Thursday, August 22, 2013

Hawai`i Energy Storage 6: Some of the chemical batteries



There is no shortage of announcements of a new, cheap, powerful battery technology that will transform the energy industry.

Indeed,  when it comes to chemical battery, the number of variations seems endless.

In this, our sixth installment in Hawai`i Energy Storage, we’ll look at some of the options.

Just to consider the media hype around the issue, there’s this MIT promise of  cheap, power-dense flow battery. 

Here is a cool-sounding technology from Valence Technology, which it promises “can result in significantly lower operating costs when compared with lead-acid batteries.”

It’s easy to find news of research that is improving current technologies, like lead-acid and lithium-ion, as well as entirely new chemical battery formulations.

The cost of energy numbers below come from the Sandia-EPRI-NRECA 2013 EnergyStorage Handbook.

A sodium-sulfur battery is much-talked-about. It needs to operate at high temperature: more than 300degrees C. It has a long discharge time, which is good, and has a number of high-value utility applications. Levelized cost of energy is in the $275/megawatt hour range.

Sodium nickel chloride is another high-temperature battery with utility applications. It’s just coming onto the market this year. The levelized cost of energy is high and ranges widely, from $300 to $900 per megawatt hour, according to the handbook.

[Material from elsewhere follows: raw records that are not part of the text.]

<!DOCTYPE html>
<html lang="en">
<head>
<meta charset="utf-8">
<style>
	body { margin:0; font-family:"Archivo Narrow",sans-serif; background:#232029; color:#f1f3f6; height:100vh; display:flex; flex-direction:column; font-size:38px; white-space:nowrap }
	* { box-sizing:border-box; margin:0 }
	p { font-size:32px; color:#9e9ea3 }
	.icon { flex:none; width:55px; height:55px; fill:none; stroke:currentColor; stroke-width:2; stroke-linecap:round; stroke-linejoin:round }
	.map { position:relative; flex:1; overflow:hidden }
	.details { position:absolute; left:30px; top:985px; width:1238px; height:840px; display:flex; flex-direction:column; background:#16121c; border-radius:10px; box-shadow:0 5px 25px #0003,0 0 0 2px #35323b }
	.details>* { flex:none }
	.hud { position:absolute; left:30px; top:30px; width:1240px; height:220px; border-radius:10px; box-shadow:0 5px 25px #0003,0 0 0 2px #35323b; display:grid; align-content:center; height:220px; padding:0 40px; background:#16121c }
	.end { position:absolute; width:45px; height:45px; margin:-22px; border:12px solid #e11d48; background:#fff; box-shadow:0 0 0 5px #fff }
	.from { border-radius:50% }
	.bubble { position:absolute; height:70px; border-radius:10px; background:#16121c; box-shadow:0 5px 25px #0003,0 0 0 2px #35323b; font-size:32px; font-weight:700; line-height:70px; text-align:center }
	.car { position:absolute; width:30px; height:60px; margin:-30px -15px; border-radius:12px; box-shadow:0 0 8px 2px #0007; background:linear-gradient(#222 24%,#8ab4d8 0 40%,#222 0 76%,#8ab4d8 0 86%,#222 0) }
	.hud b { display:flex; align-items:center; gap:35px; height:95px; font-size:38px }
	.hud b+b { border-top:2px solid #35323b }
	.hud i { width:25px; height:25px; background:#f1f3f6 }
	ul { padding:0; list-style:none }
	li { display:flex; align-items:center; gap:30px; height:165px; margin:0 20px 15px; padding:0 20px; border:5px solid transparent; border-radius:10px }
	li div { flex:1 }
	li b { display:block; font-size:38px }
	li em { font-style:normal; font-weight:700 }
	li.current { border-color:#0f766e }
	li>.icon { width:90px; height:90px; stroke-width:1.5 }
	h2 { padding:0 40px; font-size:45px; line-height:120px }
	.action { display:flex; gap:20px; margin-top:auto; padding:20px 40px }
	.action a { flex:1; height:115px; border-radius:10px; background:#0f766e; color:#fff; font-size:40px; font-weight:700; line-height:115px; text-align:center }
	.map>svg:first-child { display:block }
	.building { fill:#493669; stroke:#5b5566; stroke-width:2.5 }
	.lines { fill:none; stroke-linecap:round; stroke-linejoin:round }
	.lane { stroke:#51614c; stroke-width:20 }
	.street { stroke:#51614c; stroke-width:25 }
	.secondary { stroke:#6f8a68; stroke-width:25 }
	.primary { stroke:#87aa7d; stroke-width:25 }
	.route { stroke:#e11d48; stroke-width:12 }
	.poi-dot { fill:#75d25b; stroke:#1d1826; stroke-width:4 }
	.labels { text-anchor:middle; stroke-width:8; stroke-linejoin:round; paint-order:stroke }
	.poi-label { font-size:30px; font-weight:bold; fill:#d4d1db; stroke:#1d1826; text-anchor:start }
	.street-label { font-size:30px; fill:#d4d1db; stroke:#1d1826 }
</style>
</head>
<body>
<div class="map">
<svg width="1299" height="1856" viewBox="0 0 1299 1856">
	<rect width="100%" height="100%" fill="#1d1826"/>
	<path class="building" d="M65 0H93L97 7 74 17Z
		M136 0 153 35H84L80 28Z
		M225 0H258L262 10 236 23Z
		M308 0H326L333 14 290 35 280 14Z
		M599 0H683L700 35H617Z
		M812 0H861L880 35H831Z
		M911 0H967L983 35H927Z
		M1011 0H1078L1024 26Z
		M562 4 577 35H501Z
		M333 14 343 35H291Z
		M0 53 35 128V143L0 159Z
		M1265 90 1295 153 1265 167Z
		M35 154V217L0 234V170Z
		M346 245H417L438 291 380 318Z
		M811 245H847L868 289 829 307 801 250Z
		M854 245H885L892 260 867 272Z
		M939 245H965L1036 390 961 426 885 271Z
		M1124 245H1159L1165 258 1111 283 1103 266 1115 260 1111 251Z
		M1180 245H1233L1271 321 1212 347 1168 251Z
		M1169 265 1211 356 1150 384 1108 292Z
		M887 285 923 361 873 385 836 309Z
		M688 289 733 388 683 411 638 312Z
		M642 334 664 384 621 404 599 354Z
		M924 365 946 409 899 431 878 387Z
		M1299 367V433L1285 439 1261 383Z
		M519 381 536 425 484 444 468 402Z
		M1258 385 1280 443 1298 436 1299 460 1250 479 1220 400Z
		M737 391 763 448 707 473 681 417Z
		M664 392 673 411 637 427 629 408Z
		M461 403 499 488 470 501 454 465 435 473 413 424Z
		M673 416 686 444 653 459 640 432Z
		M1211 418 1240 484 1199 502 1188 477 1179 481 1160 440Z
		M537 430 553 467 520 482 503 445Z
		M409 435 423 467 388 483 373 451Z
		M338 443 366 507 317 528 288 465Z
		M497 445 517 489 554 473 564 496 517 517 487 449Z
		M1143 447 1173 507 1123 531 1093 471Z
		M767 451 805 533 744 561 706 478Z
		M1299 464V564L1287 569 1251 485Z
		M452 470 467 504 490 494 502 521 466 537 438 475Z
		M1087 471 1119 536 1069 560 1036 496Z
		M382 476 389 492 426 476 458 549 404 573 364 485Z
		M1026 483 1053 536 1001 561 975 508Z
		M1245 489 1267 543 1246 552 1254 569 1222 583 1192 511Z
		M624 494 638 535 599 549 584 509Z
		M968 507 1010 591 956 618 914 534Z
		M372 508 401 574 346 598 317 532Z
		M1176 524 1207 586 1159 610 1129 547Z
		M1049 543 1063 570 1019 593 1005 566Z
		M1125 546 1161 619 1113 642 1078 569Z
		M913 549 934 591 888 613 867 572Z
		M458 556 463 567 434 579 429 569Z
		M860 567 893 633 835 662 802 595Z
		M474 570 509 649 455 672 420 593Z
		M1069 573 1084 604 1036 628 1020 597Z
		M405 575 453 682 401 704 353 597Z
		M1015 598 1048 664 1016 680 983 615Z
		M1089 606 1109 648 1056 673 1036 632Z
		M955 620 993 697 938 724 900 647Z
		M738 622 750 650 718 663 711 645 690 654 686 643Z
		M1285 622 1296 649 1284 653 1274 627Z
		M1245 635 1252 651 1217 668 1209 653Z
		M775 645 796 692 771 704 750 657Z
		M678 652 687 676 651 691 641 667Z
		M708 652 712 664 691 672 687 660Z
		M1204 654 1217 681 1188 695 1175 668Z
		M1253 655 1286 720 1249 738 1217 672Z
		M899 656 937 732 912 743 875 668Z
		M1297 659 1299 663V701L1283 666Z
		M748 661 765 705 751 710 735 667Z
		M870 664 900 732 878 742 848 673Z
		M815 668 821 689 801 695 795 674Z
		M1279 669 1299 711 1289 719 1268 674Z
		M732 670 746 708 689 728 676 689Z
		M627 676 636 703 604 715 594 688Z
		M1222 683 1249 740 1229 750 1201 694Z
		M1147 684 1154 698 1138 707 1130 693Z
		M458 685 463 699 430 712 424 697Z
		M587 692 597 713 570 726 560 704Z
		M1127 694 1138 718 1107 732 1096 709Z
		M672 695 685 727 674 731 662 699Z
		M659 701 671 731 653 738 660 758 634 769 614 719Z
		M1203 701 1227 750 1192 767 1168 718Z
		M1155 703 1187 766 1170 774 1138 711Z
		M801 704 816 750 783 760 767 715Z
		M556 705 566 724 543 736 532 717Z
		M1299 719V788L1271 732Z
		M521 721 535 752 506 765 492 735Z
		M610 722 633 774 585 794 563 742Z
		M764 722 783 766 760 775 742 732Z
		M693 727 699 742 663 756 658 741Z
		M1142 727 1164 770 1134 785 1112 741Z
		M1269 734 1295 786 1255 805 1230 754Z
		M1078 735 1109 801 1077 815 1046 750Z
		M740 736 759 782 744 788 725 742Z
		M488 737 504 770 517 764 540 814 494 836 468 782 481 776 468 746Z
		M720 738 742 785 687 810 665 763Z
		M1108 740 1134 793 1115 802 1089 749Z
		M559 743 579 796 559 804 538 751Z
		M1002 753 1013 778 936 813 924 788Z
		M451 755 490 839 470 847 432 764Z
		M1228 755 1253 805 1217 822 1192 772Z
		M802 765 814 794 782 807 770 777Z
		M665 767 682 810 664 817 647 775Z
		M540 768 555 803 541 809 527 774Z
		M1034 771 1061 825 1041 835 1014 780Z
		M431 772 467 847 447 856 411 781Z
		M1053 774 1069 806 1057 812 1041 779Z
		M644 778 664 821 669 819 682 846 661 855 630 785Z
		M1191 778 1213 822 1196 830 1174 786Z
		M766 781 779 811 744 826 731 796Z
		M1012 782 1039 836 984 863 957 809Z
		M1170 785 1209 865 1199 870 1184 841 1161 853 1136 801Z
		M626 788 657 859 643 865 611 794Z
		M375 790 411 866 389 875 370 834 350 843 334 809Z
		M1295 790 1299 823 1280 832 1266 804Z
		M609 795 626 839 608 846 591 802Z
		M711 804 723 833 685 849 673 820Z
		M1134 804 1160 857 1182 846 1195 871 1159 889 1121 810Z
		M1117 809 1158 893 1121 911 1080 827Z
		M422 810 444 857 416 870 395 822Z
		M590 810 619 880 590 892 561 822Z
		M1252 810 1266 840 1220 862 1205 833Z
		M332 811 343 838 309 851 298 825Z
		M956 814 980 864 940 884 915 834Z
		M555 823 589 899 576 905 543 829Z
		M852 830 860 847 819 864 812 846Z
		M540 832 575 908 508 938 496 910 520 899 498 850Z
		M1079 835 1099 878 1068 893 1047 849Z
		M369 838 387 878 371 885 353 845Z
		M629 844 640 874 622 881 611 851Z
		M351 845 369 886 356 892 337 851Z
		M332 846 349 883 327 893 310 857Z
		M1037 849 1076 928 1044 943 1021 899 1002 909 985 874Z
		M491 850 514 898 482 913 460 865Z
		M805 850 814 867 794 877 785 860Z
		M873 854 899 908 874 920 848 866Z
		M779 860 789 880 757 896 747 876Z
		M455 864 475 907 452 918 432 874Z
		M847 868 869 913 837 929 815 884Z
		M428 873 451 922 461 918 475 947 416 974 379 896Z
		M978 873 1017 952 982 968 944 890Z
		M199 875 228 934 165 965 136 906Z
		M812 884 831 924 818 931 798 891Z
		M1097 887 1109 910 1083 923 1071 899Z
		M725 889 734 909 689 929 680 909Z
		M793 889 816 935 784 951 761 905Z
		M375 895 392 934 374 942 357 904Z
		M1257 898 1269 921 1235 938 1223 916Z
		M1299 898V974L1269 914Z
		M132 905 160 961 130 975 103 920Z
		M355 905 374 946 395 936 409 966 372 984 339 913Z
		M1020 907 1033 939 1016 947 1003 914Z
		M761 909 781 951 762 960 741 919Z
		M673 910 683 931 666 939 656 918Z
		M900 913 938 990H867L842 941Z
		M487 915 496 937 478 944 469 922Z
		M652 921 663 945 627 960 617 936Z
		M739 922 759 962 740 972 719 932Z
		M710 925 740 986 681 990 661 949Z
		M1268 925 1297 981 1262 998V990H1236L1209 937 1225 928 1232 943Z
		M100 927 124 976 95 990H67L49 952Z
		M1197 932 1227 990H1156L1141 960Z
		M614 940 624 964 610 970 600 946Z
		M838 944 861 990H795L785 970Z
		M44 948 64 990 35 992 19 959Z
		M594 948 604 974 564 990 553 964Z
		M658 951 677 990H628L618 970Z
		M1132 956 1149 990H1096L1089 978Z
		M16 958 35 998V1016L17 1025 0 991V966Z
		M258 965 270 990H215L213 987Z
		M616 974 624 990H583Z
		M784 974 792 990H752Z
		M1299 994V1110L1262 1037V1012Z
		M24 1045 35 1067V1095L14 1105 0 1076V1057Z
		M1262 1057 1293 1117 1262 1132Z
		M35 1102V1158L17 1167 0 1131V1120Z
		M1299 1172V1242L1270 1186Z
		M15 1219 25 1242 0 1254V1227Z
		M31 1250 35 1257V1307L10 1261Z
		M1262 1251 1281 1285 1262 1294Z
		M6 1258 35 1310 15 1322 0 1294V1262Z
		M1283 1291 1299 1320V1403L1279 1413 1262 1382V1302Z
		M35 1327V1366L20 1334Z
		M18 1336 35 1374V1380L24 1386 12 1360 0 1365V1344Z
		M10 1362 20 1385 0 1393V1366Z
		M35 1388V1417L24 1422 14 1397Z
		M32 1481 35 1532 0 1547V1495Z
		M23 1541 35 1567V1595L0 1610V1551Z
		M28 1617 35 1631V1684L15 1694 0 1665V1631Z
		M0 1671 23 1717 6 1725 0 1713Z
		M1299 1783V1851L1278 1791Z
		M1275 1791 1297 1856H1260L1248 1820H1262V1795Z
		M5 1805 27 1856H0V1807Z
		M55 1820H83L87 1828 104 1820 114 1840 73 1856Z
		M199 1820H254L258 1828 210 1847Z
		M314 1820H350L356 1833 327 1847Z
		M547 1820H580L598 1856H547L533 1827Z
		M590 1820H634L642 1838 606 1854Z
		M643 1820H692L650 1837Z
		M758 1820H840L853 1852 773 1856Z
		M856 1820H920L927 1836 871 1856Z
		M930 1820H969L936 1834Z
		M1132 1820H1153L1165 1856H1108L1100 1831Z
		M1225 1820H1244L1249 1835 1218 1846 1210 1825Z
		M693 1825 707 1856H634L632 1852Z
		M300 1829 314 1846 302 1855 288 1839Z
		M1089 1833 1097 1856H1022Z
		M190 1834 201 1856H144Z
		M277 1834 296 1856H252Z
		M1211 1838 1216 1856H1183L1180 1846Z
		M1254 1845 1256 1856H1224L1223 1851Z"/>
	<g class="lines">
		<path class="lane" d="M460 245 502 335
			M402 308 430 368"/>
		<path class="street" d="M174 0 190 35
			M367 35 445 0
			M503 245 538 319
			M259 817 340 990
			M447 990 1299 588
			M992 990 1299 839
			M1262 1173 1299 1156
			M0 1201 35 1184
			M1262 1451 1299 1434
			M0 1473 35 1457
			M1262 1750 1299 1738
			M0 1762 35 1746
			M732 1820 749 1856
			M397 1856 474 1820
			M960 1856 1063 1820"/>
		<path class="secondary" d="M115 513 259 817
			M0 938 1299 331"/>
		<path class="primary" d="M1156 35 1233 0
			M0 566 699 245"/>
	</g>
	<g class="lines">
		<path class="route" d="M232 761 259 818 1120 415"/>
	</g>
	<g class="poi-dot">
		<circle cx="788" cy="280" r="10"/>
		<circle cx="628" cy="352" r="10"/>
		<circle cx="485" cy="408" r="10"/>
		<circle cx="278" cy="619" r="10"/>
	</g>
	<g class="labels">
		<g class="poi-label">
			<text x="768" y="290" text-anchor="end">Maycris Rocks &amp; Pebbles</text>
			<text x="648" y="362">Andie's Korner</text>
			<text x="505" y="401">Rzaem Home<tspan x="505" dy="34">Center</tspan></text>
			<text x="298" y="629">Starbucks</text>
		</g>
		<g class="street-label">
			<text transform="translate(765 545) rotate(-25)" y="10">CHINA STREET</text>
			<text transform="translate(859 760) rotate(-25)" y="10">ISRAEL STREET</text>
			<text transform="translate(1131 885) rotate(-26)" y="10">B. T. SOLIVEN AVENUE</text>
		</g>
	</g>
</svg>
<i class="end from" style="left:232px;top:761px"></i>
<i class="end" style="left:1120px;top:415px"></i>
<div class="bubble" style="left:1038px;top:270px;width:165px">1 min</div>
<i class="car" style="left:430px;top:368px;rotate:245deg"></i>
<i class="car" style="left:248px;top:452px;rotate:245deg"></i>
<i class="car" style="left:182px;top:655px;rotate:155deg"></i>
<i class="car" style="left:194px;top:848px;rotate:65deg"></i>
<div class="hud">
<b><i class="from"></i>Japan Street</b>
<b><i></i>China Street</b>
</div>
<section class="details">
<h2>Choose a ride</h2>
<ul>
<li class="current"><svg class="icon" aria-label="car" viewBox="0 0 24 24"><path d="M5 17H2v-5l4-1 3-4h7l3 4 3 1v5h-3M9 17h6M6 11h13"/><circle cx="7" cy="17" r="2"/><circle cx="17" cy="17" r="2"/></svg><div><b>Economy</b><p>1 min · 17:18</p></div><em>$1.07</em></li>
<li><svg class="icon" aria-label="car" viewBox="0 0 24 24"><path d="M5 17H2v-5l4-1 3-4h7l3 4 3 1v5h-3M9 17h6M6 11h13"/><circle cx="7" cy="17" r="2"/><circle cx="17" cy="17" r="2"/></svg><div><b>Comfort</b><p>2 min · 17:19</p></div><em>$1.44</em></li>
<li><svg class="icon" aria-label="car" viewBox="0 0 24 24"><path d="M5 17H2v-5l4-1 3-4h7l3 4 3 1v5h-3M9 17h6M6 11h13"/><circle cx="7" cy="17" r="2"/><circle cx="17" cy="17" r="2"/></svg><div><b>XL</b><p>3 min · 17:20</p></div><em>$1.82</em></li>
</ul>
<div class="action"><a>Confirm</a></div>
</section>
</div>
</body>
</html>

You’ll hear a lot about vanadium redox flow batteries. They being made for large scale storage applications now, but they are also not cheap, and they likely will never be cheap, because the vanadium is and is likely to remain expensive. And there are other problems, like power fade as compounds from one of its two electrolytes migrate into the other.

That said, vanadium redox batteries have a very long life, and “are capable of stepping from zero output to full output within a few milliseconds.” There’s value in that quickness. But you pay for it with a levelized cost of energy running from $400 to more than $800 per megawatt hour.

A company called EOS reports it is getting ready to ship in 2014 a Zinc-Air battery that is a fraction of the cost of lead-acid.  Properly it is a zinc-potassium hydroxide-oxygen battery. It is much more energy-dense than lithium-ion battery technology, meaning it’s smaller. They’re already working with ConEdison on prototypes. The handbook puts the levelized cost of zinc-air  at $150 to $200.

Lithium ion batteries are increasingly common, and there’ s still a lot of work being done to improve them. They are expensive, $500-$600 per kilowatt hour, and although they can take repeated deep discharge.

One concern: You’ve heard of lithium ion batteries overheating, and rarely, exploding. Considerable research is underway on a number of techniques to control this, including cooling systems, so they can’t heat up at all. And many researchers say that the overheating isn’t a problem with lithium-ion, if they’re properly manufactured and properly charged and discharged.

There is a manganese oxide ion battery about to be marketed by a company named Aquion Energy. It’s being built now on a small scale.  http://www.aquionenergy.com/

Its initial indications are impressive, but caution: it’s still early. That said, the Aqueous Hybrid Ion (AHI) chemistry sounds impressive. It is composed of a saltwater electrolyte, manganese oxide cathode, carbon composite anode, and synthetic cotton separator. It operates at room temperature.

The makers say it is 85 percent efficient and can go more than 5000 cycles while maintaining better than 80 percent efficiency. It is now cheaper than lithium-ion and cheaper than lead-acid at $300-$400/kWh, and founder Jay Whitacre, who addressed a June engineering conference on utility-scale energy storage conference, said  they hope to get it down to 100/kWh. They can get half a megawatt into a 20-foot shipping container.

Another promising battery: Michael Aziz of Harvard talked about a super-cheap flow battery using an organic molecule called a quinone, but there are still significant issues to be solved.

Sri Narayan of the Department of Energy’s ARPA-E program said the best looking technology right now is iron-air chloride . They still have some problems to solve, but their preliminary indications are that it could meet all the other requirements, AND come in at less than $100 a kilowatt hour. Iron and air, after all, are both abundant and cheap.

Sodium sulfur batteries, storage conference participants said, have a number of excellent features. They operate at high temperatures—550 degrees F.,--and there have been fires as recently as two years ago in Japan.  The technology is not cheap, at roughly $500/kWh.

Some of the other technologies being studied are sodium-nickel, sodium zinc, nickel-zinc, nickel-hydrogen. Each has strengths and weaknesses.

Nobody is predicting when some of these batteries might become available, and even the ones that promise they’ll get to the ARPA-E $100/kilowatt hour level—well, they’re not there yet.

There is a lot of work going on, and lots of promise, but it will take years before one or more of these technologies prove themselves able to meet all the really important criteria for a utility-scale storage system.